L’information royale en pleine confusion.

Huit mois nous sépareront bientôt des élections du 26 mai et force est d’admettre que la clarté n’est toujours pas faite quant à savoir qui va gouverner la Belgique et, surtout, avec quel projet. Il y a pourtant un consensus qui transpire de toutes les déclarations politiciennes qui animent l’information royale du moment: la solution pour la formation rapide d’un gouvernement passe par le centre.

C’est une évidence arithmétique, historique en Belgique. Elle s’impose aujourd’hui parce que le résultat des élections ne laisse que peu de majorités praticables. La proposition arc-en-ciel élargi au CD & V de Paul Magnette était trop progressiste et trop à gauche pour l’Open VLD et CD & V. Voici que la version "Vivaldi" de la même coalition proposée par le tandem Bouchez Coens ne suffirait pas en l’état à retenir PS ou Ecolo.

Il appartient à l’Open Vld et au CD & V de rassurer la Flandre sur les questions d’emploi et de budget.

Ne retrouvant aucun de leurs marqueurs comme la fin de l’enfermement des enfants migrants ou une pension minimum à 1500 euros, les socialistes sont échaudés alors que la N-VA et la droite de l’Open Vld embrassent la nouvelle note et lui demandent de se positionner. Le jeu de rôle continue donc à quatre jours du prochain rapport au Roi des informateurs. Dans l’entourage de ceux-ci, on confirme que l’objectif est bien de mener à un gouvernement sans la N-VA.

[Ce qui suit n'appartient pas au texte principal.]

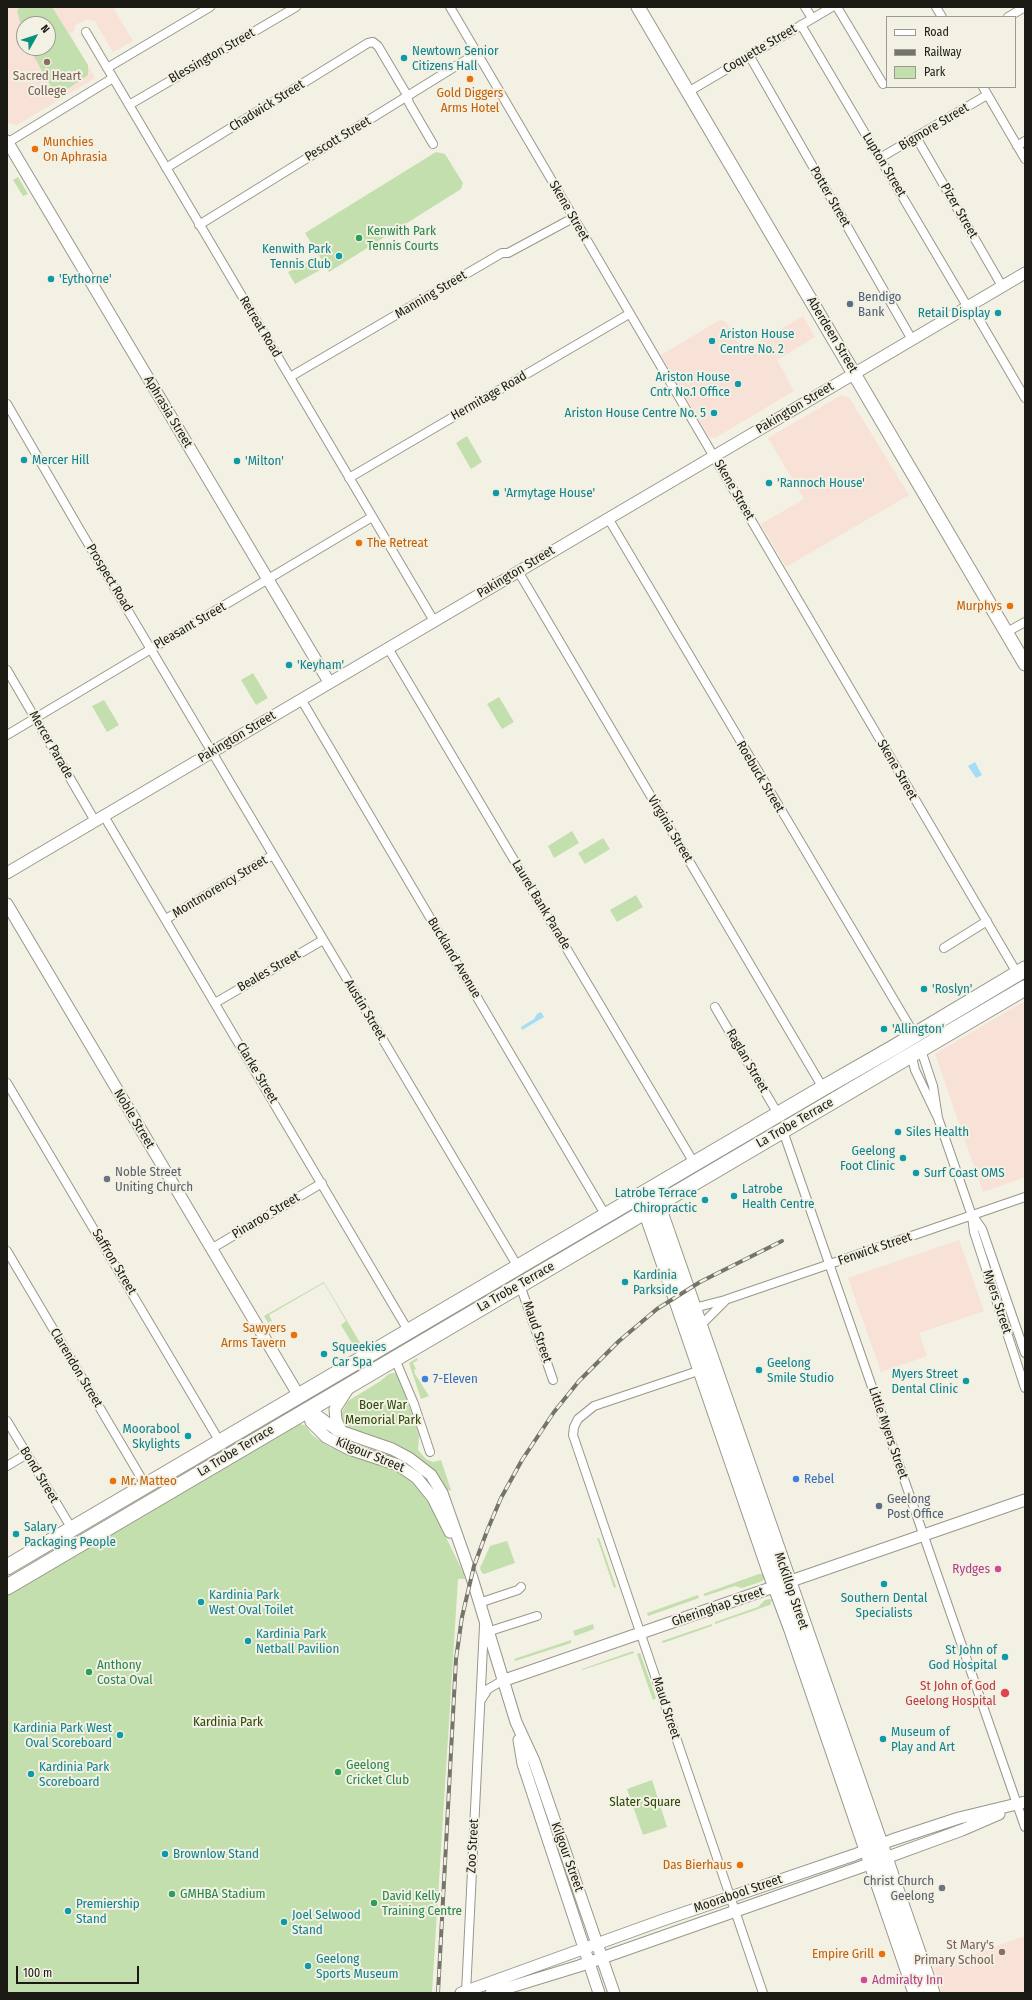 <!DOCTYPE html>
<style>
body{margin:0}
#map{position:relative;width:1032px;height:2000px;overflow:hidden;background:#f3f1e3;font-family:"Fira Sans Condensed",sans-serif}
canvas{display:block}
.frame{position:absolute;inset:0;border:8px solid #1b1a15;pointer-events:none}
.legend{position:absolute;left:886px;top:16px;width:130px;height:72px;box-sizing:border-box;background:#f3f1e3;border:1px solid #9d9b91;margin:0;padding:5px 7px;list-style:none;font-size:12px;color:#1b1a15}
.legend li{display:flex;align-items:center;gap:8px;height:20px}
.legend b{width:20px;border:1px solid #9d9b91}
.north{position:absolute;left:16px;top:16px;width:40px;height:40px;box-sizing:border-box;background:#f3f1e3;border:1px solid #9d9b91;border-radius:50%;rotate:51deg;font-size:11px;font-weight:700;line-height:16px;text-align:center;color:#1b1a15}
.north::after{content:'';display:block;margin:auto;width:14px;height:18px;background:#06927c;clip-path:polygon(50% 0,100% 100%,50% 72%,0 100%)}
.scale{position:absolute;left:16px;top:1966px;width:123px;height:18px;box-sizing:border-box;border:2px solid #1b1a15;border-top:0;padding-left:5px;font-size:12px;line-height:14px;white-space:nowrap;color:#1b1a15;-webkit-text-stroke:3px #f3f1e3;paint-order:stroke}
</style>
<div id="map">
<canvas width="1032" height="2000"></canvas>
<div class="frame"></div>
<ul class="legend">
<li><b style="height:5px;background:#fff"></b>Road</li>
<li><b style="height:5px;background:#75746b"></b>Railway</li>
<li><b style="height:11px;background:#c3dfad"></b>Park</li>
</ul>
<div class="north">N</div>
<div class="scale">100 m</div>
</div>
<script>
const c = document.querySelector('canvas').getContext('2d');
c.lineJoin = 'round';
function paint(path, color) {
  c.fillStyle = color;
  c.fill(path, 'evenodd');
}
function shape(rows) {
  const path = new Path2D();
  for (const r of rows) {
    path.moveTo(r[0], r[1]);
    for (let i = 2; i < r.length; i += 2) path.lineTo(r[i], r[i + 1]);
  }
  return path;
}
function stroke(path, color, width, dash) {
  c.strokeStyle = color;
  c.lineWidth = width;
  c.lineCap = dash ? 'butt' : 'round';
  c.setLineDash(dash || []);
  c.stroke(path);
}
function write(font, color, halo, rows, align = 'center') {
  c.font = font + ' "Fira Sans Condensed",sans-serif';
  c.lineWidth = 4;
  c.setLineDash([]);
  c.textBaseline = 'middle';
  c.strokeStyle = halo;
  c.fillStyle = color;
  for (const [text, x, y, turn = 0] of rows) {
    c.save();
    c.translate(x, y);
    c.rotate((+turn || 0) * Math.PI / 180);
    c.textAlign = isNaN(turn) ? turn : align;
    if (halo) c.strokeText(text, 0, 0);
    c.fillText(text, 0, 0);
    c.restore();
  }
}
paint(shape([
 [7,7,117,7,114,9,133,41,113,52,94,20,92,21,88,19,77,24,75,26,75,30,70,34,95,78,17,125,7,123],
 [24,24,48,24,48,48,24,48],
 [803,316,815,337,777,360,794,391,715,438,709,437,661,355,720,320,726,322,743,351],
 [840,396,845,396,850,399,909,495,786,567,761,524,804,499,768,438],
 [1025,1001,1025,1177,983,1192,935,1054],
 [959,1240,984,1311,919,1333,927,1356,881,1372,848,1278],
 [1025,1936,1025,1993,942,1993,934,1968]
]), '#f8e1d6');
paint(shape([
 [20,7,52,7,88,65,88,75,63,92,58,92,52,88,29,48,48,48,48,24,24,24,24,35,17,11],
 [436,152,445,154,463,183,461,189,329,272,305,233],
 [18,177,28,194,23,196,13,180],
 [313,258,320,270,295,284,288,272],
 [467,436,482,462,471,469,456,443],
 [253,673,268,698,256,705,241,680],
 [499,697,514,722,502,729,487,704],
 [104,700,119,725,107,732,92,706],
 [572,831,579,843,554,858,548,846],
 [603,838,610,849,585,864,578,853],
 [636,895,643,907,617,922,610,910],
 [636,1223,638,1226,534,1286,533,1284],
 [324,1282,362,1346,356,1350,341,1325,346,1321,324,1283,269,1315,272,1321,269,1322,272,1329,264,1316],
 [417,1358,418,1360,413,1363,416,1369,414,1370,415,1374,429,1396,421,1399,409,1363],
 [393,1373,397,1373,399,1376,419,1435,418,1450,426,1459,433,1462,441,1460,451,1490,447,1491,435,1473,413,1454,400,1446,349,1429,341,1421,339,1413,342,1412,348,1401,379,1382,389,1374],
 [298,1423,306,1426,312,1435,328,1446,396,1470,415,1483,429,1503,464,1574,465,1579,458,1579,432,1992,7,1993,7,1595],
 [597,1538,599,1538,616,1587,614,1588],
 [507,1541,515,1563,484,1574,482,1573,480,1568,490,1546],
 [759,1574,763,1574,765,1579,760,1582,742,1588,735,1586,705,1596,703,1594],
 [698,1595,699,1598,648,1616,647,1613],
 [770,1599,772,1600,770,1605,715,1624,715,1622,758,1607,765,1600],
 [593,1624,594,1629,575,1636,573,1631],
 [712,1624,712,1626,663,1643,662,1641],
 [571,1640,571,1643,515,1661,514,1659],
 [633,1651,634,1653,582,1670,582,1669],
 [640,1653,656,1698,653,1700,637,1654],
 [652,1780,667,1827,643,1835,627,1789]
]), '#c3dfad');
paint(shape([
 [975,762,982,775,976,778,968,766],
 [541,1012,544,1017,522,1030,521,1027,534,1019,537,1014]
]), '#a3ddf7');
const street = shape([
 [450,7,1017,973],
 [805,7,812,18],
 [837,7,883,84],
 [936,7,942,17],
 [1008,17,1025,7],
 [801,25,967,306],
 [86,32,434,621],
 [749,55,911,338],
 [107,68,210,7],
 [983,87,1025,159],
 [688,92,832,7],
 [129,105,296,7],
 [916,137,1002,286],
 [7,143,113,78],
 [1017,146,1025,141],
 [880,158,987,95],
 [166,168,368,43,373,42,378,46,407,95,409,103,433,144],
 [199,225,477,53],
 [970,304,1025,398],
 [290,377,502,253,508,253,573,218],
 [7,404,80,530,518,1267],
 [349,478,629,314],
 [608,518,916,1037],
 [518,571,823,1088],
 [1007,632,1025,622],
 [388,648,694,1163],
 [7,670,95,821],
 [301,699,606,1216],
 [7,735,372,517],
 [104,816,409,1332],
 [166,919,273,855],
 [944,948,987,921],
 [215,1003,323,940],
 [715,1007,778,1114],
 [920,1047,933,1086,938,1118],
 [911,1053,915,1070,938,1118,972,1216,974,1232,1025,1388],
 [7,1083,220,1442],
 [783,1131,1025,1827],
 [973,1216,982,1229,1025,1353],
 [211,1249,322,1183],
 [7,1251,146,1486],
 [520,1285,553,1380],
 [694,1308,725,1300,1025,1197],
 [700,1326,725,1301],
 [395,1359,414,1404,430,1452],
 [701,1370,594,1406,578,1419,574,1427,573,1435,763,1993],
 [7,1421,72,1529],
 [7,1466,27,1454],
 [479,1603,518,1590,521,1587],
 [487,1632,537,1616],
 [481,1700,488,1689,502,1681],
 [466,1993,484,1626]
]);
const secondary = shape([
 [7,141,329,682],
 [7,873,1025,273],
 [7,904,299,1396],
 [308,1409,337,1430,392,1449,409,1458,431,1475,442,1493,472,1578,516,1722,534,1761,614,1993],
 [308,1409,311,1422,326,1437,349,1449,398,1465,417,1478,433,1498,450,1532],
 [342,1433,336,1420,335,1409,349,1387],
 [502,1681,1025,1500],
 [519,1740,523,1764,599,1993],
 [461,1993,663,1920,854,1855,892,1840,959,1818,1025,1802],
 [491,1993,579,1966,858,1868,962,1830,999,1814]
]);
const primary = shape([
 [638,7,1025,664]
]);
const highway = shape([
 [654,1195,932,1993],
 [643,1202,770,1571,792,1630,916,1993],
 [7,1567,823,1088,893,1048,1025,969],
 [7,1587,1025,988]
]);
stroke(street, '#99978b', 10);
stroke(secondary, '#99978b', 13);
stroke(primary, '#99978b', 15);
stroke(highway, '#99978b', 17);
stroke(street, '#fff', 8);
stroke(secondary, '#fff', 11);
stroke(primary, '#fff', 13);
stroke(highway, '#fff', 15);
const rail = shape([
 [438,1993,456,1659,462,1617,474,1566,487,1531,501,1498,522,1460,554,1412,579,1381,619,1341,657,1309,700,1282,782,1241]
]);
stroke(rail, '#75746b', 4);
stroke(rail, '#f3f1e3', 2.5, [8]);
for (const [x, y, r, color] of [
 [404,58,4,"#0f9aa8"],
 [47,62,4,"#8d6e63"],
 [470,79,4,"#e8710a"],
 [35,149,4,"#e8710a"],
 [359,238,4,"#2e9e5b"],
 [339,256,4,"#0f9aa8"],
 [51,279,4,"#0f9aa8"],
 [850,304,4,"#5c6f8a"],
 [998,313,4,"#0f9aa8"],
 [712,341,4,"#0f9aa8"],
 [738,384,4,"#0f9aa8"],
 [714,413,4,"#0f9aa8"],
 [24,460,4,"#0f9aa8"],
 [237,461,4,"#0f9aa8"],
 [769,483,4,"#0f9aa8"],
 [496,493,4,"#0f9aa8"],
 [359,543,4,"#e8710a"],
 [1010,606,4,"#e8710a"],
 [289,665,4,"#0f9aa8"],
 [924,989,4,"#0f9aa8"],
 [884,1029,4,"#0f9aa8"],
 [898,1132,4,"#0f9aa8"],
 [903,1158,4,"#0f9aa8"],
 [916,1173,4,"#0f9aa8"],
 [107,1179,4,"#6b7280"],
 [734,1196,4,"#0f9aa8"],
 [705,1200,4,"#0f9aa8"],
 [625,1282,4,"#0f9aa8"],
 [294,1335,4,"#e8710a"],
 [324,1354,4,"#0f9aa8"],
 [759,1370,4,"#0f9aa8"],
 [425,1379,4,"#3f7fe0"],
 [966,1381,4,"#0f9aa8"],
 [188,1436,4,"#0f9aa8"],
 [796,1479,4,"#3f7fe0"],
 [113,1481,4,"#e8710a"],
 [879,1506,4,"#5c6f8a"],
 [16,1534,4,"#0f9aa8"],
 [998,1569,4,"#d1479c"],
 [884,1584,4,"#0f9aa8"],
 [201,1602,4,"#0f9aa8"],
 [248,1641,4,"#0f9aa8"],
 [1005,1657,4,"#0f9aa8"],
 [89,1672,4,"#2e9e5b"],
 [1005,1693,5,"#e0444e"],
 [120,1735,4,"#0f9aa8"],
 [883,1739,4,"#0f9aa8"],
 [338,1772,4,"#2e9e5b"],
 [31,1774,4,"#0f9aa8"],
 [165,1854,4,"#0f9aa8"],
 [740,1865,4,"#e8710a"],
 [942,1888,4,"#6b7280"],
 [172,1894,4,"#2e9e5b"],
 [374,1903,4,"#2e9e5b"],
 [68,1911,4,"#0f9aa8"],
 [284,1922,4,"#0f9aa8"],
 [1002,1952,4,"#8d6e63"],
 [882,1954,4,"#e8710a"],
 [308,1966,4,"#0f9aa8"],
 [864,1980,4,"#d1479c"]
]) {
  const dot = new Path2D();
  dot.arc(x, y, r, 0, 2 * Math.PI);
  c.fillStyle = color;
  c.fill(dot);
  stroke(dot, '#f3f1e3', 1.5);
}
write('13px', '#1b1a15', '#f3f1e3', [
 ["Coquette Street",760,49,-31],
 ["Blessington Street",212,56,-30],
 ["Chadwick Street",267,106,-32],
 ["Bigmore Street",934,127,-31],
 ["Pescott Street",338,139,-31],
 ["Lupton Street",884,165,59],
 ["Potter Street",830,197,60],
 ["Skene Street",569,211,60],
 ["Pizer Street",959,211,60],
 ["Manning Street",431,295,-31],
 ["Retreat Road",260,327,59],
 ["Aberdeen Street",832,335,59],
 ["Hermitage Road",489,396,-30],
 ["Pakington Street",795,408,-31],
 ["Aphrasia Street",168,412,59],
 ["Skene Street",734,490,60],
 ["Pakington Street",516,572,-31],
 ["Prospect Road",109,578,59],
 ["Pleasant Street",190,626,-30],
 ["Pakington Street",237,737,-31],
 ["Mercer Parade",51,745,60],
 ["Skene Street",897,770,60],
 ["Roebuck Street",760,777,59],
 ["Virginia Street",670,829,59],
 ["Montmorency Street",220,887,-31],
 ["Laurel Bank Parade",541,905,59],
 ["Buckland Avenue",454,958,59],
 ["Beales Street",269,971,-30],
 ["Austin Street",365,1010,59],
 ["Raglan Street",747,1061,60],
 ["Clarke Street",257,1073,59],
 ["Noble Street",134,1119,59],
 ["La Trobe Terrace",795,1123,-30],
 ["Pinaroo Street",266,1216,-31],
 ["Fenwick Street",875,1249,-19],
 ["Saffron Street",114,1262,59],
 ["La Trobe Terrace",516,1287,-30],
 ["Myers Street",997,1302,72],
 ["Maud Street",537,1332,71],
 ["Clarendon Street",76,1368,59],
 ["Little Myers Street",888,1433,71],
 ["La Trobe Terrace",236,1451,-31],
 ["Kilgour Street",370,1455,22],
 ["Bond Street",39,1475,59],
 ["McKillop Street",791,1591,71],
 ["Gheringhap Street",718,1607,-19],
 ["Maud Street",666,1708,72],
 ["Zoo Street",473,1846,-87],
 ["Kilgour Street",567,1857,70],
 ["Moorabool Street",738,1894,-19]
]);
write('13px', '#0d838f', '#f3f1e3', [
 ["Newtown Senior",412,51],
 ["Citizens Hall",412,66],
 ["Kenwith Park",331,249,"right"],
 ["Tennis Club",331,264,"right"],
 ["'Eythorne'",59,279],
 ["Retail Display",990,313,"right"],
 ["Ariston House",720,334],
 ["Centre No. 2",720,349],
 ["Ariston House",730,377,"right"],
 ["Cntr No.1 Office",730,392,"right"],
 ["Ariston House Centre No. 5",706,413,"right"],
 ["Mercer Hill",32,460],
 ["'Milton'",245,461],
 ["'Rannoch House'",777,483],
 ["'Armytage House'",504,493],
 ["'Keyham'",297,665],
 ["'Roslyn'",932,989],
 ["'Allington'",892,1029],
 ["Siles Health",906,1132],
 ["Geelong",895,1151,"right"],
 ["Foot Clinic",895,1166,"right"],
 ["Surf Coast OMS",924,1173],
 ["Latrobe",742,1189],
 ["Health Centre",742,1204],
 ["Latrobe Terrace",697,1193,"right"],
 ["Chiropractic",697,1208,"right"],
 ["Kardinia",633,1275],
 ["Parkside",633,1290],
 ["Squeekies",332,1347],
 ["Car Spa",332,1362],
 ["Geelong",767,1363],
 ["Smile Studio",767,1378],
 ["Myers Street",958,1374,"right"],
 ["Dental Clinic",958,1389,"right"],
 ["Moorabool",180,1429,"right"],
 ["Skylights",180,1444,"right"],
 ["Salary",24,1527],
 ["Packaging People",24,1542],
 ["Kardinia Park",209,1595],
 ["West Oval Toilet",209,1610],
 ["Southern Dental",884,1598,"center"],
 ["Specialists",884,1613,"center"],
 ["Kardinia Park",256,1634],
 ["Netball Pavilion",256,1649],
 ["St John of",997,1650,"right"],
 ["God Hospital",997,1665,"right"],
 ["Kardinia Park West",112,1728,"right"],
 ["Oval Scoreboard",112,1743,"right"],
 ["Museum of",891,1732],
 ["Play and Art",891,1747],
 ["Kardinia Park",39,1767],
 ["Scoreboard",39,1782],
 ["Brownlow Stand",173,1854],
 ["Premiership",76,1904],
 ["Stand",76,1919],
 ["Joel Selwood",292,1915],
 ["Stand",292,1930],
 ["Geelong",316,1959],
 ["Sports Museum",316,1974]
], 'left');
write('13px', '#785e54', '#f3f1e3', [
 ["Sacred Heart",47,76],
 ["College",47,91],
 ["St Mary's",994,1945,"right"],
 ["Primary School",994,1960,"right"]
]);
write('13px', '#c56008', '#f3f1e3', [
 ["Gold Diggers",470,93,"center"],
 ["Arms Hotel",470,108,"center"],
 ["Munchies",43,142,"left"],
 ["On Aphrasia",43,157,"left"],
 ["The Retreat",367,543,"left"],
 ["Murphys",1002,606],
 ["Sawyers",286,1328],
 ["Arms Tavern",286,1343],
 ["Mr. Matteo",121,1481,"left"],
 ["Das Bierhaus",732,1865],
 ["Empire Grill",874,1954]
], 'right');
write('13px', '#27864d', '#f3f1e3', [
 ["Kenwith Park",367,231],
 ["Tennis Courts",367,246],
 ["Anthony",97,1665],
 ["Costa Oval",97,1680],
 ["Geelong",346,1765],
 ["Cricket Club",346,1780],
 ["GMHBA Stadium",180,1894],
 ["David Kelly",382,1896],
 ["Training Centre",382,1911]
], 'left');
write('13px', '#4e5e75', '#f3f1e3', [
 ["Bendigo",858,297],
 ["Bank",858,312],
 ["Geelong",887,1499],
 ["Post Office",887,1514]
], 'left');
write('13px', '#5b616d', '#f3f1e3', [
 ["Noble Street",115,1172],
 ["Uniting Church",115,1187],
 ["Christ Church",934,1881,"right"],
 ["Geelong",934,1896,"right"]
], 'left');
write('13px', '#366cbe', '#f3f1e3', [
 ["7-Eleven",433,1379],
 ["Rebel",804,1479]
], 'left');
write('13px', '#2a4707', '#f3f1e3', [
 ["Boer War",383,1405],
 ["Memorial Park",383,1420],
 ["Kardinia Park",228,1722],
 ["Slater Square",645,1802]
]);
write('13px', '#b23c85', '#f3f1e3', [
 ["Rydges",990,1569],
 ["Admiralty Inn",872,1980,"left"]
], 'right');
write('13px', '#be3a42', '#f3f1e3', [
 ["St John of God",996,1686],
 ["Geelong Hospital",996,1701]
], 'right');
</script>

La surprise fut donc totale de découvrir dans la presse une note qui a permis aux nationalistes de la soutenir sans s’abîmer le moins du monde. Si ce projet Vivaldi tient toujours la route, il appartient à l’Open Vld et au CD & V à rassurer la Flandre quant aux questions budgétaires et à la flexibilisation du marché de l’emploi, attendue de pied ferme.

Ce sera tout le sens des ajustements politiques qui interviendront d’ici lundi. Il y va de la crédibilité de deux jeunes présidents de partis, Bouchez et Coens. Et de la capacité des partis traditionnels à démontrer qu’ils peuvent travailler à un compromis en dernière ligne, dans une séquence politique actuelle qui est charnière pour la Belgique.